Aumann: It is less strong.
This idea of “nothing holy” is actually, in a weird way, related to the great Jewish innovation, iconoclasm. To dedicated secular iconoclasts, nothing is holy. In the world of honor-shame, honor is sacred. In the world of integrity-guilt, understanding the “other” has become sacred: egolessness. Or, as Baba Ram Dass reported back from India — “shame and fame are all the same.”
After years of inculcating an excessive, self-denying respect for the “Other,” accepting competing “narratives” as equally valid regardless of their basis in fact, and luxuriating in post-Zionist moral equivalence, Israel need to recover a sense of its own holiness. It needs to re-establish certain basic facts. Some of them are set forth in a short video that Melanie Phillips last week correctly described as “must-see.” Unless it reasserts them, Israel will eventually become a victim of the blackmailers arrayed against her.
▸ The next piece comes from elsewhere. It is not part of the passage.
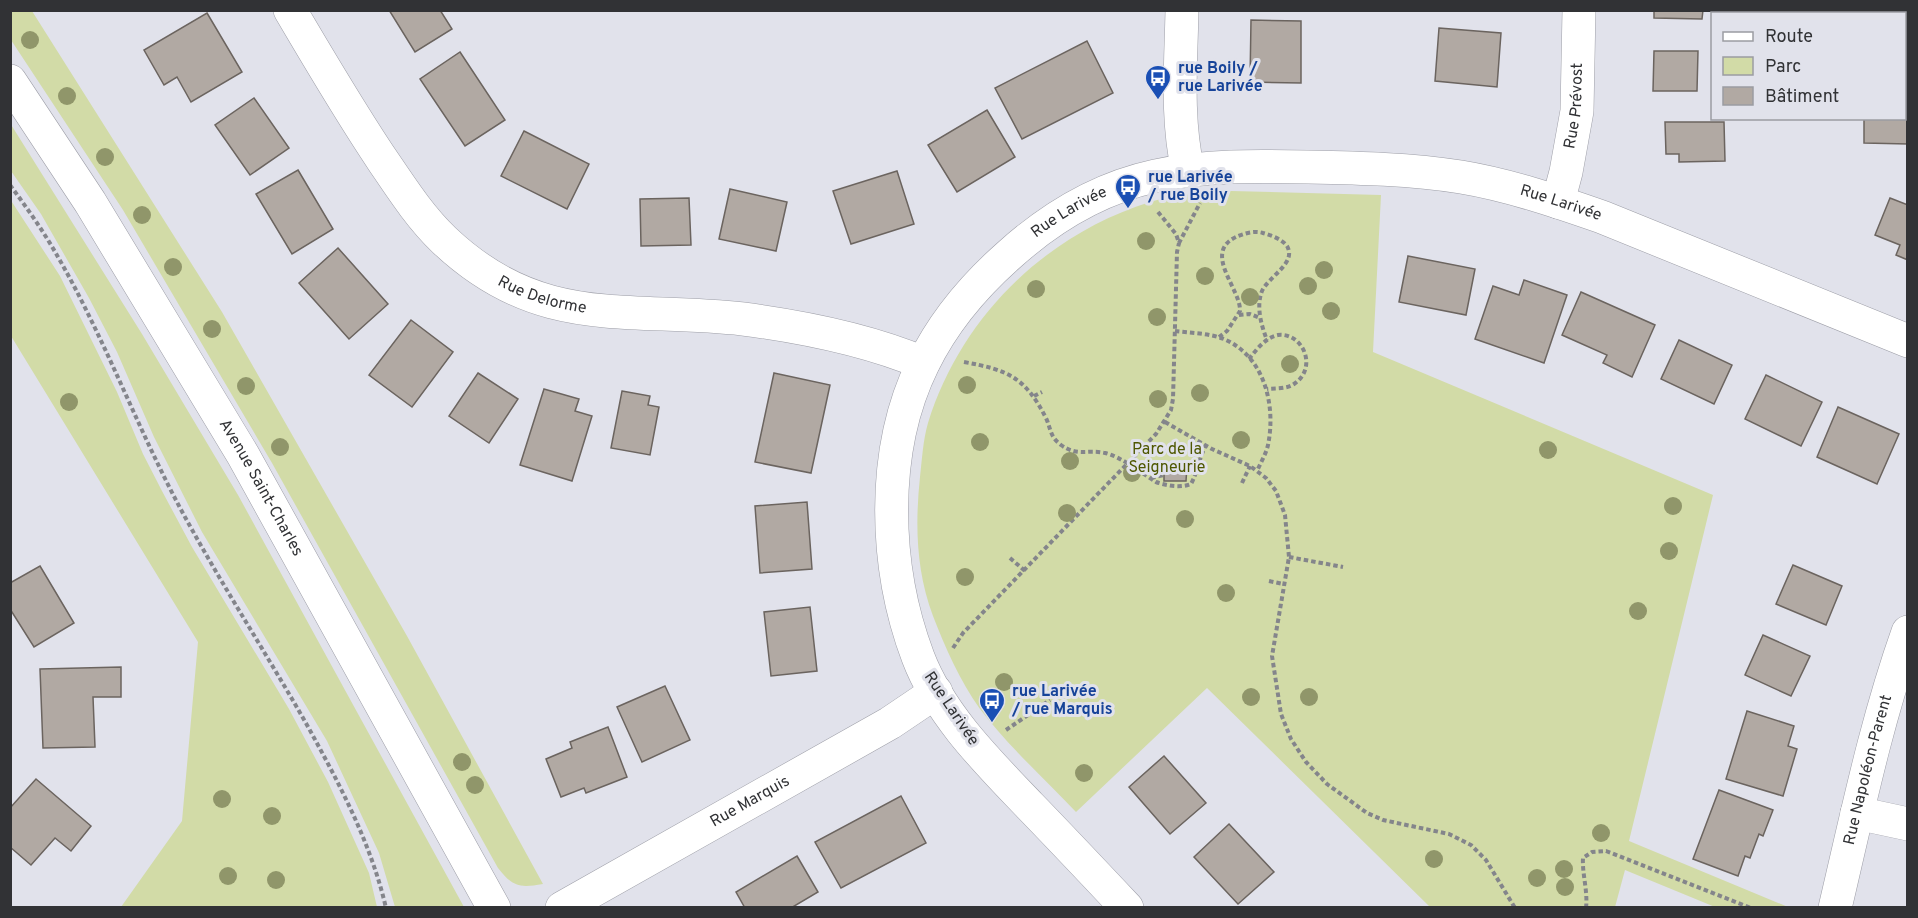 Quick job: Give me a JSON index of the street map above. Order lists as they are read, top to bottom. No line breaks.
{"streets":{"street":["Rue Prévost","Rue Larivée","Rue Delorme","Avenue Saint-Charles","Rue Napoléon-Parent","Rue Marquis"]},"crossings":[["Rue Prévost","Rue Larivée"],["Rue Larivée","Rue Delorme"],["Rue Larivée","Rue Marquis"]],"parks":["Parc de la Seigneurie"],"places":{"bus stop":["rue Boily / rue Larivée","rue Larivée / rue Boily","rue Larivée / rue Marquis"]},"legend":["Route","Parc","Bâtiment"]} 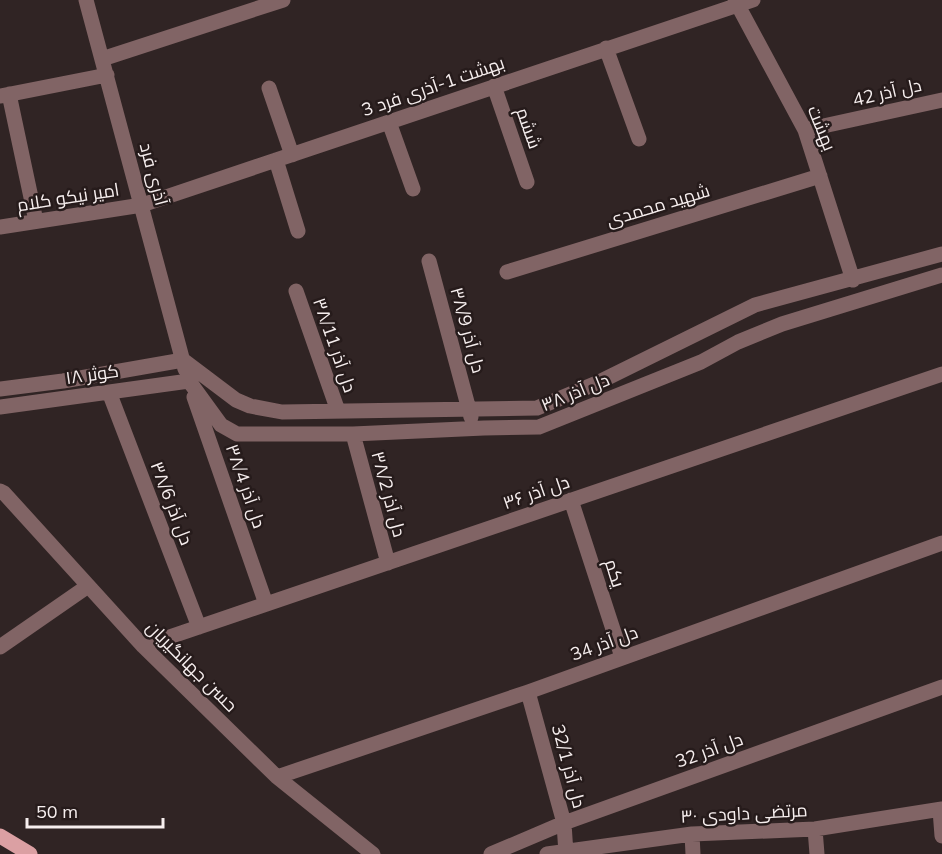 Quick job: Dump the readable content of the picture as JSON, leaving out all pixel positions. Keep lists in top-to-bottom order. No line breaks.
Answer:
{"streets":{"street":["بهشت 1-آذری فرد 3","دل آذر 42","ششم","بهشت","آذری فرد","امیر نیکو کلام","شهید محمدی","دل آذر ۳۸/9","دل آذر ۳۸/11","کوثر ۱۸","دل آذر ۳۸","دل آذر ۳۸/4","دل آذر ۳۶","دل آذر ۳۸/2","دل آذر ۳۸/6","یکم","دل آذر 34","حسن جهانگیریان","دل آذر 32","دل آذر 32/1","۳۰ مرتضی داودی"]},"crossings":[["بهشت 1-آذری فرد 3","ششم"],["بهشت 1-آذری فرد 3","بهشت"],["بهشت 1-آذری فرد 3","آذری فرد"],["بهشت 1-آذری فرد 3","امیر نیکو کلام"],["دل آذر 42","بهشت"],["بهشت","شهید محمدی"],["بهشت","دل آذر ۳۸"],["آذری فرد","امیر نیکو کلام"],["آذری فرد","کوثر ۱۸"],["آذری فرد","دل آذر ۳۸"],["آذری فرد","دل آذر ۳۸/4"],["دل آذر ۳۸/9","دل آذر ۳۸"],["دل آذر ۳۸/11","دل آذر ۳۸"],["کوثر ۱۸","دل آذر ۳۸"],["کوثر ۱۸","دل آذر ۳۸/4"],["کوثر ۱۸","دل آذر ۳۸/6"],["دل آذر ۳۸","دل آذر ۳۸/4"],["دل آذر ۳۸","دل آذر ۳۸/2"],["دل آذر ۳۸/4","دل آذر ۳۶"],["دل آذر ۳۶","دل آذر ۳۸/2"],["دل آذر ۳۶","دل آذر ۳۸/6"],["دل آذر ۳۶","یکم"],["دل آذر ۳۶","حسن جهانگیریان"],["یکم","دل آذر 34"],["دل آذر 34","حسن جهانگیریان"],["دل آذر 34","دل آذر 32/1"],["دل آذر 32","دل آذر 32/1"],["دل آذر 32/1","۳۰ مرتضی داودی"]],"scale_bar":"50 m"}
One can go in the holiness direction, although I think that a combination of dignity and far-sighted self-interest might go a long way as well. But it means learning to value yourself enough to fight for yourself, even kill for your own survival.
The self-abnegation that has seized upon Israelis has a dual and doubly troubling etiology. On the one hand, Israeli/Jewish susceptibility to guilt means that, even though Arab irredentism forced it into an occupation, it feels primarily responsible for the “guilt” of being an occupier. (Note that occupying is a desiderandum in Arab culture.) On the other, Israelis and Jews are deeply humiliated and shamed by the images of that occupation/oppression that come to them primarily via a media that channels Pallywood. How many liberal Jews squirmed in pain before their liberal friends when Sharon was calling the shots? So when the media go on their feeding frenzies (like at Qana), the Israelis cannot apologize enough, and even when they point the finger at an enemy who hides among civilians (an unthinkable anathema to Israelis), they do it feebly. Wouldn’t want to look like we were demonizing the poor people.
So we have now an Israel reluctant to defend itself, a Jewish “left” that deals with its moral narcissism and embarrassment by violently attacking its own people, and an incomprehending outside world that adheres to a political correct doctrine that deafens it to the song of the canary in the mineshaft.